Its cryptocurrency has had a great reception globally. By capitalization, its cryptocurrency is the 3rd leading in the world. It moves a volume of $542 million daily and has a market capitalization of over  $2.1 billion. And while its healthy price growth and market share are part of the overall crypto recovery, EOS has a very robust fundamental backing its interim bullish sentiment.

The world’s third largest exchange for cryptocurrencies, Huobiis creating a derivative platform based on EOS, that will help traders take long or short positions using EOS tokens. The platform would enable EOS tokens to be used to speculate and hedge and for arbitrage as well. Such measures will push the demand for EOS tokens higher.

The controversy

EOS blockchain platform is based on a proof-of-stake distribution protocol with block producers in place of miners. EOS platform users are allowed to vote for their preferred candidates for these positions by staking their tokens.

The 21 most massive stakes then become the platform’s active block producers. These candidates will produce blocks in turns, confirming transaction faster than your usual proof-of-work protocol. There is an EOS constitution in place that bars winners from rewarding voters.

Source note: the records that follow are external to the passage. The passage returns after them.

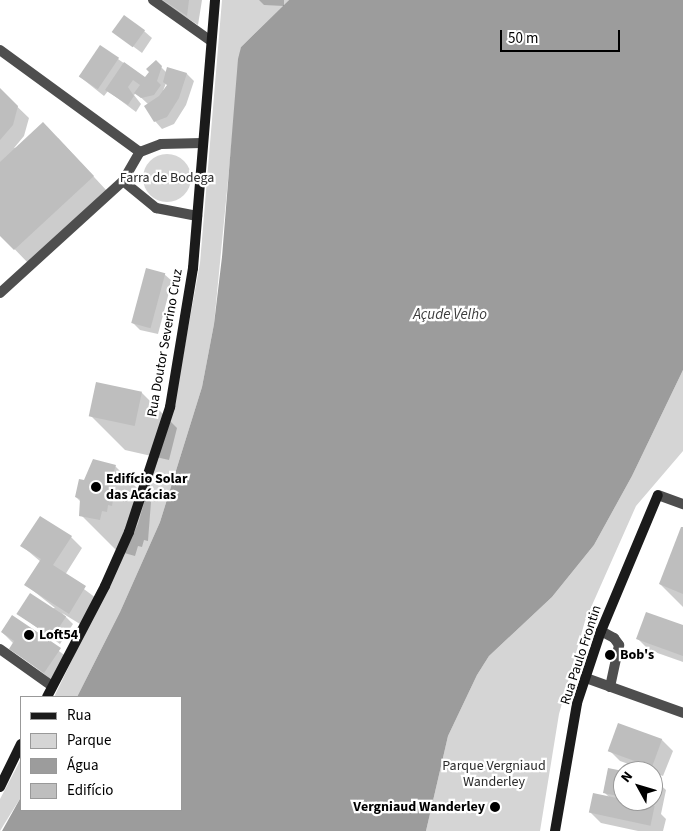 <!DOCTYPE html>
<meta charset="utf-8">
<style>
body{margin:0}
#map{position:relative;width:683px;height:831px;overflow:hidden;background:#fff;font-family:"Source Sans 3",sans-serif}
div>[style]{position:absolute}
.green>*{inset:0;background:#d5d5d5}
.round{border-radius:50%}
.water>*{inset:0;background:#9c9c9c}
.shadow>*{inset:0;background:#0003}
.building>*{inset:0;background:#bebebe;transform-origin:0 0}
.minor>*{height:10px;margin:-5px;padding:0 5px;transform-origin:5px;border-radius:5px;background:#4e4e4e}
.tertiary>*{height:10px;margin:-5px;padding:0 5px;transform-origin:5px;border-radius:5px;background:#4e4e4e}
.secondary>*{height:10px;margin:-5px;padding:0 5px;transform-origin:5px;border-radius:5px;background:#1b1b1b}
.dots>*{width:14px;height:14px;translate:-50% -50%;box-sizing:border-box;border:2px solid #fff;border-radius:50%}
span{translate:-50% -50%;white-space:nowrap;text-align:center;line-height:1.15;-webkit-text-stroke:4.5px #fff;paint-order:stroke}
.park-label{font-size:14px;color:#2c2c2c}
.street-label{font-size:14px;color:#000}
.poi-label{font-size:14px;color:#000;font-weight:700}
.left{translate:0 -50%;text-align:left}
.right{translate:-100% -50%;text-align:right}
.water-label{font-size:15px;color:#3d3d3d;font-style:italic}
.legend{position:absolute;left:20px;top:696px;width:162px;height:115px;box-sizing:border-box;background:#fff;border:1px solid #999;margin:0;padding:6px 9px;list-style:none;font-size:15px;color:#000}
.legend li{display:flex;align-items:center;gap:10px;height:25px}
.legend b{width:25px;border:1px solid #999}
.north{position:absolute;left:613px;top:761px;width:50px;height:50px;box-sizing:border-box;background:#fff;border:1px solid #999;border-radius:50%;rotate:309deg;font-size:14px;font-weight:700;line-height:20px;text-align:center;color:#000}
.north::after{content:'';display:block;margin:auto;width:18px;height:22px;background:#000;clip-path:polygon(50% 0,100% 100%,50% 72%,0 100%)}
.scale{position:absolute;left:500px;top:30px;width:120px;height:22px;box-sizing:border-box;border:2px solid #000;border-top:0;padding-left:6px;font-size:15px;line-height:18px;white-space:nowrap;color:#000;-webkit-text-stroke:4px #fff;paint-order:stroke}
</style>
<div id="map">
<div class="green">
<div style="clip-path:polygon(222px 0,289px 0,241px 47px,214px 324px,202px 387px,160px 522px,120px 612px,77px 697px,54px 697px,138px 524px,177px 389px,200px 263px)"></div>
<div class="round" style="left:143px;top:154px;width:48px;height:48px"></div>
<div style="clip-path:polygon(683px 370px,683px 451px,636px 506px,585px 621px,559px 714px,540px 831px,426px 831px,448px 736px,477px 675px,489px 656px,552px 597px,594px 545px,632px 476px)"></div>
<div style="clip-path:polygon(21px 759px,21px 797px,0 831px,0 799px)"></div>
</div>
<div class="water">
<div style="clip-path:polygon(289px 0,683px 0,683px 370px,632px 476px,594px 545px,552px 597px,489px 656px,477px 675px,448px 736px,426px 831px,2px 831px,21px 797px,21px 810px,181px 810px,181px 697px,77px 697px,120px 612px,160px 522px,202px 387px,214px 324px,222px 257px,238px 59px,241px 47px)"></div>
</div>
<div class="shadow">
<div style="clip-path:polygon(159px 0,202px 0,198px 25px)"></div>
<div style="clip-path:polygon(259px 0,284px 0,284px 6px,264px 5px)"></div>
<div style="clip-path:polygon(144px 31px,152px 38px,142px 53px,114px 32px)"></div>
<div style="clip-path:polygon(evenodd,118px 59px,146px 79px,156px 62px,167px 73px,187px 74px,194px 81px,186px 105px,174px 124px,162px 129px,155px 121px,148px 104px,136px 93px,134px 95px,141px 104px,136px 112px,108px 91px,104px 96px,79px 76px,118px 59px,166px 83px,168px 85px,163px 91px,166px 83px)"></div>
<div style="clip-path:polygon(0 90px,29px 118px,24px 136px,14px 148px,58px 138px,107px 191px,29px 264px,0 234px)"></div>
<div style="clip-path:polygon(164px 274px,172px 281px,158px 334px,140px 330px,133px 323px)"></div>
<div style="clip-path:polygon(97px 383px,142px 393px,177px 428px,169px 460px,125px 450px,90px 415px)"></div>
<div style="clip-path:polygon(115px 466px,151px 502px,148px 541px,144px 540px,142px 547px,138px 546px,135px 556px,117px 551px,81px 515px,81px 502px,76px 497px,85px 482px)"></div>
<div style="clip-path:polygon(683px 529px,683px 607px,660px 584px)"></div>
<div style="clip-path:polygon(71px 537px,82px 548px,65px 575px,96px 598px,80px 624px,62px 613px,73px 624px,60px 644px,18px 614px,55px 608px,26px 585px,41px 562px,22px 546px)"></div>
<div style="clip-path:polygon(13px 617px,71px 660px,56px 683px,11px 649px,14px 644px,2px 632px)"></div>
<div style="clip-path:polygon(683px 626px,683px 662px,649px 650px,638px 639px)"></div>
<div style="clip-path:polygon(662px 740px,673px 751px,663px 776px,620px 761px,609px 750px)"></div>
<div style="clip-path:polygon(623px 772px,623px 801px,653px 801px,653px 778px,666px 790px,661px 814px,666px 819px,663px 831px,638px 831px,601px 823px,590px 812px,610px 798px,604px 792px)"></div>
</div>
<div class="building">
<div style="clip-path:polygon(163px 0,189px 0,187px 16px)"></div>
<div style="left:124px;top:15px;width:26px;height:21px;rotate:36deg"></div>
<div style="left:100px;top:45px;width:23px;height:38px;rotate:34deg"></div>
<div style="clip-path:polygon(156px 60px,162px 66px,157px 81px,161px 85px,154px 95px,141px 98px,134px 93px,140px 85px,133px 80px,128px 87px,134px 96px,128px 105px,105px 90px,124px 62px,145px 77px,149px 72px,146px 69px)"></div>
<div style="clip-path:polygon(167px 67px,187px 73px,179px 98px,167px 117px,154px 122px,144px 106px,159px 96px,167px 85px,163px 82px)"></div>
<div style="clip-path:polygon(0 88px,18px 106px,13px 125px,0 140px)"></div>
<div style="clip-path:polygon(43px 122px,94px 176px,14px 250px,0 236px,0 162px)"></div>
<div style="left:146px;top:268px;width:20px;height:57px;rotate:15deg"></div>
<div style="left:96px;top:382px;width:47px;height:35px;rotate:12deg"></div>
<div style="clip-path:polygon(93px 459px,116px 465px,113px 474px,117px 475px,112px 506px,108px 505px,107px 512px,102px 511px,100px 520px,79px 516px,80px 499px,75px 497px,79px 479px,84px 480px)"></div>
<div style="clip-path:polygon(40px 516px,72px 536px,53px 565px,86px 586px,69px 614px,24px 585px,41px 559px,20px 546px)"></div>
<div style="clip-path:polygon(681px 527px,683px 527px,683px 594px,659px 584px)"></div>
<div style="left:30px;top:593px;width:43px;height:25px;rotate:33deg"></div>
<div style="clip-path:polygon(646px 612px,683px 625px,683px 656px,636px 639px)"></div>
<div style="clip-path:polygon(12px 615px,61px 648px,44px 673px,9px 649px,14px 641px,1px 632px)"></div>
<div style="left:618px;top:723px;width:47px;height:30px;rotate:20deg"></div>
<div style="clip-path:polygon(608px 768px,623px 771px,623px 797px,603px 793px)"></div>
<div style="left:593px;top:793px;width:63px;height:20px;rotate:12deg"></div>
</div>
<div class="minor">
<div style="left:153px;top:0;width:71px;rotate:35.3deg"></div>
<div style="left:0;top:50px;width:173px;rotate:36.1deg"></div>
<div style="left:123px;top:181px;width:43px;rotate:39.3deg"></div>
<div style="left:156px;top:208px;width:42px;rotate:11deg"></div>
<div style="left:0;top:293px;width:166px;rotate:-42.3deg"></div>
<div style="left:123px;top:181px;width:34px;rotate:-60deg"></div>
<div style="left:140px;top:152px;width:22px;rotate:-21deg"></div>
<div style="left:161px;top:144px;width:41px;rotate:-1.4deg"></div>
<div style="left:658px;top:495px;width:27px;rotate:20deg"></div>
<div style="left:601px;top:631px;width:15px;rotate:28deg"></div>
<div style="left:614px;top:638px;width:9px;rotate:54deg"></div>
<div style="left:619px;top:645px;width:43px;rotate:102.1deg"></div>
<div style="left:586px;top:678px;width:103px;rotate:19.8deg"></div>
</div>
<div class="tertiary">
<div style="left:0;top:649px;width:64px;rotate:35.4deg"></div>
</div>
<div class="secondary">
<div style="left:47px;top:697px;width:125px;rotate:-62.4deg"></div>
<div style="left:105px;top:586px;width:59px;rotate:-66deg"></div>
<div style="left:129px;top:532px;width:132px;rotate:-71.8deg"></div>
<div style="left:170px;top:407px;width:141px;rotate:-80.6deg"></div>
<div style="left:193px;top:268px;width:269px;rotate:-85.3deg"></div>
<div style="left:0;top:787px;width:48px;rotate:-64deg"></div>
<div style="left:555px;top:831px;width:130px;rotate:-80.2deg"></div>
<div style="left:577px;top:703px;width:76px;rotate:-71.6deg"></div>
<div style="left:601px;top:631px;width:147px;rotate:-67.3deg"></div>
</div>
<div class="dots">
<div style="left:96px;top:487px;background:#000"></div>
<div style="left:29px;top:635px;background:#000"></div>
<div style="left:610px;top:655px;background:#000"></div>
<div style="left:495px;top:807px;background:#000"></div>
</div>
<div class="park-label">
<span style="left:167px;top:178px">Farra de Bodega</span>
<span style="left:494px;top:774px">Parque Vergniaud<br>Wanderley</span>
</div>
<div class="street-label">
<span style="left:165px;top:343px;rotate:-80deg">Rua Doutor Severino Cruz</span>
<span style="left:581px;top:655px;rotate:-72deg">Rua Paulo Frontin</span>
</div>
<div class="poi-label">
<span class="left" style="left:106px;top:487px">Edifício Solar<br>das Acácias</span>
<span class="left" style="left:39px;top:635px">Loft54</span>
<span class="left" style="left:620px;top:655px">Bob's</span>
<span class="right" style="left:485px;top:807px">Vergniaud Wanderley</span>
</div>
<div class="water-label">
<span style="left:450px;top:315px">Açude Velho</span>
</div>
<ul class="legend">
<li><b style="height:6px;background:#1b1b1b"></b>Rua</li>
<li><b style="height:14px;background:#d5d5d5"></b>Parque</li>
<li><b style="height:14px;background:#9c9c9c"></b>Água</li>
<li><b style="height:14px;background:#bebebe"></b>Edifício</li>
</ul>
<div class="north">N</div>
<div class="scale">50 m</div>
</div>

Ethereum’s founder, Vitalik Buterin and many other in the cryptosphere are very wary of EOS’s plutocratic governance, which many feel is too centralized lacking the autonomy blockchain promises.

 What are EOS’s benefits?

  • It system handles scalability better than Ethereum or Bitcoin can, which helps it in the hosting of applications and the implementation of smart contracts better.
  • Its platform eliminates transactions fees
  • Its native token gives the owner both bandwidth and storage on the blockchain, proportionate to their stake.
  • It has 21 block producers that will make the validation and generation of blocks faster than those of older cryptocurrencies.

How can you buy EOS?

EOS is listed on different trading exchanges globally paired alongside other cryptocurrencies like ETH, BTC, KRW, BNB or USDT. This means that you can obtain the EOS token by using these other tokens.

EOS is traded in major global exchanges like KuCoin, Huobi, Bitfinex, and Binance and has at least 120 pairings available. EOS tokens can be stored on EOSIO, which is ESO’s software and the Infinito wallet.

EOS blocks are moving at a fast rate, but the controversy over its levels of centralization is not going away anytime soon. For EOS and its many fans, the benefits of levels of centralization though seem to outweigh the risks. Are they right? Only time will tell.